If we stretched the definition of the superhero genre to fit a less traditional definition, we get two contemporary animated television shows that feature fat female characters: “Steven Universe” and “She-Ra and the Princesses of Power.” Steven, Amethyst, Greg, and Rose Quartz are all major characters in “Steven Universe” that have fat bodies. Meanwhile, in “She-Ra,” Glimmer and particularly Spinnerella are both shown to be fat as well. In all of these cases, while some have humorous elements to them, none of these characters exist purely for jokes. They are allowed to be full-fledged characters who are neither defined by their fatness nor made into comedic relief.
In accounting for these differences in fat representation, I believe that “Steven Universe” and “She-Ra” succeed where other superhero films fail because both are created by queer women — Rebecca Sugar, a bisexual non-binary woman, and Noelle Stevenson, a lesbian who uses she/they pronouns according to her Twitter location. As queer women, they are not subject to the heterosexuality and hypermasculinity of fatphobia and thus are able to see past the sexism of this stigma in the superhero genre. They disregard traditional norms of gender and sexuality in their shows, dismantling the notion of the “ideal” man and woman that is so popular in mainstream superhero films.With the examples of “Steven Universe” and “She-Ra,” we can see how the superhero genre could do better in terms of fat representation if it didn’t so consistently fall prey to conventional norms.
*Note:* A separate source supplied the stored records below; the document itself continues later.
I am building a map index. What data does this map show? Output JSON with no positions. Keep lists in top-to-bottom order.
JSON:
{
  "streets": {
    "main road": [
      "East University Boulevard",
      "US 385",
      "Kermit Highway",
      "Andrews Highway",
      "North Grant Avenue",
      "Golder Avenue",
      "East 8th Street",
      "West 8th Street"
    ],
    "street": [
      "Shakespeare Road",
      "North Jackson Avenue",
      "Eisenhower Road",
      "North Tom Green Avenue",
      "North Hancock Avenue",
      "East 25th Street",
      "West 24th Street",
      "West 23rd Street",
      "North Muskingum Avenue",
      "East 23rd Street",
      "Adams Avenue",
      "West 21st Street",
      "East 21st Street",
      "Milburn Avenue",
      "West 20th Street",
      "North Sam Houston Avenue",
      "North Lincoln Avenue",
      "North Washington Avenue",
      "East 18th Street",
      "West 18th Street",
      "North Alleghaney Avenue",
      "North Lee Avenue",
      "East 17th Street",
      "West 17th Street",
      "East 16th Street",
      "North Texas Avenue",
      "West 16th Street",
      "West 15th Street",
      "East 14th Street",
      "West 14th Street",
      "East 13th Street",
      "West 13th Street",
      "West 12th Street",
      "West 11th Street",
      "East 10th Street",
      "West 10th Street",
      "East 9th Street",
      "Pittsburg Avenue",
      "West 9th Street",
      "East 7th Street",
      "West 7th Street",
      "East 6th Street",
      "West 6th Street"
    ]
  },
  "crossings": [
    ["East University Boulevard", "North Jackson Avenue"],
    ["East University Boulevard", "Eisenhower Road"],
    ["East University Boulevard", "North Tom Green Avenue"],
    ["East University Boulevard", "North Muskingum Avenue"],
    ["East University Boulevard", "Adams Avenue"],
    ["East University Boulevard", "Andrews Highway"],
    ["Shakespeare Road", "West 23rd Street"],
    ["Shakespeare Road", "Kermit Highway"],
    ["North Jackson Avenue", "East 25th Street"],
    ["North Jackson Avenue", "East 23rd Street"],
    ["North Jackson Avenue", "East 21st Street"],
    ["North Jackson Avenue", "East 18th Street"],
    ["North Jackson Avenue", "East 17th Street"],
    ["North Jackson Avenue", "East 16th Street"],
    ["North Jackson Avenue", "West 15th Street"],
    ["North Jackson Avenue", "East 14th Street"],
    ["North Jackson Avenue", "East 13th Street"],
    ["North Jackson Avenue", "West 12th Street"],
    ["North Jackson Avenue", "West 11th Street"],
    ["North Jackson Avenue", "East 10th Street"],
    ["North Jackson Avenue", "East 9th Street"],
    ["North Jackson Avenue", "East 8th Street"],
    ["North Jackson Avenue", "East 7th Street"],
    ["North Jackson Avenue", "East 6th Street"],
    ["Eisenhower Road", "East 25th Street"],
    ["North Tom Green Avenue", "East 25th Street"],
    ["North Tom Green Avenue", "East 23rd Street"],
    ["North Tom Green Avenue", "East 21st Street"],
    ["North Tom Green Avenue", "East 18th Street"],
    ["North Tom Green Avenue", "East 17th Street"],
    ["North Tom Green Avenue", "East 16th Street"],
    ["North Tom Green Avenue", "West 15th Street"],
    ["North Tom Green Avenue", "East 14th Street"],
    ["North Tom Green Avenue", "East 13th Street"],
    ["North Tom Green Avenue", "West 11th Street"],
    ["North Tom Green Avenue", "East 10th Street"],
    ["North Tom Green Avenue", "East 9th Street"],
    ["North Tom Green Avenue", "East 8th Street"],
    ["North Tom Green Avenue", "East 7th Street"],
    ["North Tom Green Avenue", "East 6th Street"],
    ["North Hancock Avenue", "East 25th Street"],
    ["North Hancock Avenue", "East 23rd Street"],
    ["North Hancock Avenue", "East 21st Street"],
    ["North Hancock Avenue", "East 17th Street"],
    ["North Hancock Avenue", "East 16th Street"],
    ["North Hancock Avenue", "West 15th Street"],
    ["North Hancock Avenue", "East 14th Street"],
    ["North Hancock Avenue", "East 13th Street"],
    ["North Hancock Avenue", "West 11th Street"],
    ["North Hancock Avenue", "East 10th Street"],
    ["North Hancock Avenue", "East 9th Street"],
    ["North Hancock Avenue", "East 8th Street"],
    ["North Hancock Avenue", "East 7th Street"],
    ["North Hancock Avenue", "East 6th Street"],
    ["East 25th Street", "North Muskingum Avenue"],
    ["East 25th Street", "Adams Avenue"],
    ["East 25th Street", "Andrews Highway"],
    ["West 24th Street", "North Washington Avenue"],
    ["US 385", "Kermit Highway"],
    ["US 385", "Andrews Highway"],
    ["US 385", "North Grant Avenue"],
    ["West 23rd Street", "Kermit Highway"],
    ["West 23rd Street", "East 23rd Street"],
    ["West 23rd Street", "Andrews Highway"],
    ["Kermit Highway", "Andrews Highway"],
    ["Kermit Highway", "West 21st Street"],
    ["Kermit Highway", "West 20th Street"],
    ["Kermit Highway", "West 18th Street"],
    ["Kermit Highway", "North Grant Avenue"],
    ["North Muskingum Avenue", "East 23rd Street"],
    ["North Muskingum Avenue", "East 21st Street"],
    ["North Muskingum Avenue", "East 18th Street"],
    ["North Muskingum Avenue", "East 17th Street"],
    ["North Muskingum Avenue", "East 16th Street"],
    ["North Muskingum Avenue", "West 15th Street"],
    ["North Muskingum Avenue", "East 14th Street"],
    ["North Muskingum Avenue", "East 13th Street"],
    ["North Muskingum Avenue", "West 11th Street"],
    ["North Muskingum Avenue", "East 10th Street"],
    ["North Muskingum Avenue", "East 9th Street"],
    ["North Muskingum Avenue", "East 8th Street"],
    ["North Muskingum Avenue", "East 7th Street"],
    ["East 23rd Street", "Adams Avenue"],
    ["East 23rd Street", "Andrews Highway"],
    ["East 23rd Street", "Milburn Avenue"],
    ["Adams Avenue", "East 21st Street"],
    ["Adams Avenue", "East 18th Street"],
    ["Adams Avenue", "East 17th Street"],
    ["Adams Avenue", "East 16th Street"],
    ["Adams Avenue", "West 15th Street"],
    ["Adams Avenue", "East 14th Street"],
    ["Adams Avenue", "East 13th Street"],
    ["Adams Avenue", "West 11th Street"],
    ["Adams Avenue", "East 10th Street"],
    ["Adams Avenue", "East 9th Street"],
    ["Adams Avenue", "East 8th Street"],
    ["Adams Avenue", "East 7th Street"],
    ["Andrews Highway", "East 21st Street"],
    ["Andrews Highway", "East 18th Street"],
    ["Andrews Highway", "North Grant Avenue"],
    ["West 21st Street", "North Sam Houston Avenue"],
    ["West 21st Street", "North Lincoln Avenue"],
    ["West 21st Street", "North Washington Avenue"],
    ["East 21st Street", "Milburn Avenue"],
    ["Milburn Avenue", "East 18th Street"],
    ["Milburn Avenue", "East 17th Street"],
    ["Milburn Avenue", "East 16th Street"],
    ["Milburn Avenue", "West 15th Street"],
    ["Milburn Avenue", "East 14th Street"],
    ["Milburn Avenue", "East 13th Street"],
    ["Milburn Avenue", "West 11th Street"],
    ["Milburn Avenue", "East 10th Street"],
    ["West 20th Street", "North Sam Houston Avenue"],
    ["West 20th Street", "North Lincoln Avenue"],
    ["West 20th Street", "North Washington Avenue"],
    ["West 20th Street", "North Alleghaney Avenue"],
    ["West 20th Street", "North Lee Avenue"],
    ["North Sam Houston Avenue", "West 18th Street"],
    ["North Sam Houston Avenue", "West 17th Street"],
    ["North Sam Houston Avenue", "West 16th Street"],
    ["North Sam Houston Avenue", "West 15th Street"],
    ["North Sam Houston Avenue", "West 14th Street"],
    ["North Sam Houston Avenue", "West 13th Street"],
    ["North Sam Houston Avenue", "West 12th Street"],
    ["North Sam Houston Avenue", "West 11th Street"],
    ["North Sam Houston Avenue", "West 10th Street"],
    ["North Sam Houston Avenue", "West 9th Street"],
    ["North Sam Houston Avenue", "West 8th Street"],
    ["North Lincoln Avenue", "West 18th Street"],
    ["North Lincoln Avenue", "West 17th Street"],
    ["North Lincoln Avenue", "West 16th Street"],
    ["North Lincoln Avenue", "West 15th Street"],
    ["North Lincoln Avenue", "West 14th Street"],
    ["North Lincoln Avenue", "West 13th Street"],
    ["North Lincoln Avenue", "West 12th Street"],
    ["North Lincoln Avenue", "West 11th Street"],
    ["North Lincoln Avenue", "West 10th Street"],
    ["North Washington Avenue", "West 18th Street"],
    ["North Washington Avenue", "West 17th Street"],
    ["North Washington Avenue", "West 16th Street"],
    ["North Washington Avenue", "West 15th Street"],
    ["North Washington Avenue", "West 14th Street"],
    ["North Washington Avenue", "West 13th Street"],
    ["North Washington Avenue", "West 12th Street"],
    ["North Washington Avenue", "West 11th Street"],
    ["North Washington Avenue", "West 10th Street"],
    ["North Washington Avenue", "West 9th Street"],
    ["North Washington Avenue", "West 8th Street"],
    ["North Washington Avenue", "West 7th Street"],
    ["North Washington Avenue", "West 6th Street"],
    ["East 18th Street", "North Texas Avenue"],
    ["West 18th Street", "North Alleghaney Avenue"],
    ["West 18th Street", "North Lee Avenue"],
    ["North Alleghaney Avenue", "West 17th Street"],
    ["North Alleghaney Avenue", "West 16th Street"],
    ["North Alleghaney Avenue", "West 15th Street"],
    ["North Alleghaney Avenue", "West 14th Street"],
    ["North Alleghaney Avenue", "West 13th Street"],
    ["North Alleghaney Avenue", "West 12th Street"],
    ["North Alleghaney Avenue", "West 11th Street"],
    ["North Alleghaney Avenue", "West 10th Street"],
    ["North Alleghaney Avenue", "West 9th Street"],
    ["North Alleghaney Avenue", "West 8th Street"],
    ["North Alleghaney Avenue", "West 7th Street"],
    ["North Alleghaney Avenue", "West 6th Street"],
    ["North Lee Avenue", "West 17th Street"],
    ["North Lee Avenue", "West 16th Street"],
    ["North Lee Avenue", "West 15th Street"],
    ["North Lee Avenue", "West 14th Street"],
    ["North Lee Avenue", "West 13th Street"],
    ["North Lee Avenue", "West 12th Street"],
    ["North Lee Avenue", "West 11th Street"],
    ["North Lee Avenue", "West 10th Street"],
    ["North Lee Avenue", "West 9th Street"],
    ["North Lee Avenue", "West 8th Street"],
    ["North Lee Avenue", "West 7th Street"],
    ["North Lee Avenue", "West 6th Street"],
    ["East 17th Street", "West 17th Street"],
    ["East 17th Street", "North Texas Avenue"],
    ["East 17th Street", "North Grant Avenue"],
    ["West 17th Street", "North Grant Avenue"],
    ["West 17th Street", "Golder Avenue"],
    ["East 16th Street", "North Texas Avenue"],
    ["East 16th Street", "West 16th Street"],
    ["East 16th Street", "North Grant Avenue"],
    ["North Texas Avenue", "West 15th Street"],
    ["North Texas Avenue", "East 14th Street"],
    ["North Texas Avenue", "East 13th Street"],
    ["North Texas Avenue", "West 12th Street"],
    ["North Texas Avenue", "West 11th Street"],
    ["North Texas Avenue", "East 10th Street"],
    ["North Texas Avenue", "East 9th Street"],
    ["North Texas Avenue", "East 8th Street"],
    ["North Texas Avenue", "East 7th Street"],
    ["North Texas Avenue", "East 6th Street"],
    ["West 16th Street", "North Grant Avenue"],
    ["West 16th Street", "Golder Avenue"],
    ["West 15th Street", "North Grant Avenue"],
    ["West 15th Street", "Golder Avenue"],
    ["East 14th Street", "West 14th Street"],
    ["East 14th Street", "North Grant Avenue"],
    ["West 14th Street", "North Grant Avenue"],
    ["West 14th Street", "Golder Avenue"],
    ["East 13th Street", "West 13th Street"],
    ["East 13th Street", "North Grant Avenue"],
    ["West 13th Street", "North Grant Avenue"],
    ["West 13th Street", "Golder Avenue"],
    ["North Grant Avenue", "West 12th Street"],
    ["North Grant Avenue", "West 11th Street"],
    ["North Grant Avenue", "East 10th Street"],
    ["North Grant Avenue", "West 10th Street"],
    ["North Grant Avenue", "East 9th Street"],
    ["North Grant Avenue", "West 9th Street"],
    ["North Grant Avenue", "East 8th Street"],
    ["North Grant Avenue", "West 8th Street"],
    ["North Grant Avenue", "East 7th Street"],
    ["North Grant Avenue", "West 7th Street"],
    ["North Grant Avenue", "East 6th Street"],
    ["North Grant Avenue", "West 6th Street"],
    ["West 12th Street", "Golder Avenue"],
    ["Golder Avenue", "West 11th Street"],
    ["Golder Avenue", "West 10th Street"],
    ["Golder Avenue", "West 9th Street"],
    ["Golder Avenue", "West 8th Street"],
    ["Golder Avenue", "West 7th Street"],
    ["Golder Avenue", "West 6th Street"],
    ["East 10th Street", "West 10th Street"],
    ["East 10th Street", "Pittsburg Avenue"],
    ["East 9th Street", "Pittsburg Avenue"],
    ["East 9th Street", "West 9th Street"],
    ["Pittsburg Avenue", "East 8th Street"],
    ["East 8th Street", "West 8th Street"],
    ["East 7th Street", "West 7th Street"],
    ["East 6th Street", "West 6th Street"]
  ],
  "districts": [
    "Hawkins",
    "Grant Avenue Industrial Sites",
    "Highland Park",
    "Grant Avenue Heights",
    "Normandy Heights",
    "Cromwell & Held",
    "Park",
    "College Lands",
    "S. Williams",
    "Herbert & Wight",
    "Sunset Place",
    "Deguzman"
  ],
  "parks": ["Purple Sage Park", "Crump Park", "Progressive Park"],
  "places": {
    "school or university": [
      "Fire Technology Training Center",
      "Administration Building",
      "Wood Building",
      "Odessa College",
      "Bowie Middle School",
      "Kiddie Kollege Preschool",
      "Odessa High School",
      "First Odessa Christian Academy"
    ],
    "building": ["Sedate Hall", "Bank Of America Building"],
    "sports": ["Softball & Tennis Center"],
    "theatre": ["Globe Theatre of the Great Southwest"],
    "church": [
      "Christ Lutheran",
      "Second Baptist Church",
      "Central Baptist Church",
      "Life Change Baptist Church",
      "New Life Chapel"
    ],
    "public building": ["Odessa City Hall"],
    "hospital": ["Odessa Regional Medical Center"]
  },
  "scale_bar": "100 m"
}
Maybe, if we had less heterosexual male superheroes, fat characters could be brought in more as heroes themselves or simply as characters who aren’t around solely for comedic relief. Maybe, even if these types of heroes are still around, they could have romantic interests who are fat women that they are attracted to without having to go through a “Shallow Hal” scenario. Or maybe, you know, fat characters could just allowed to be actual human beings and not the punchline for once. Please, superhero writers and creators — I am a human being and deserve to be treated as one.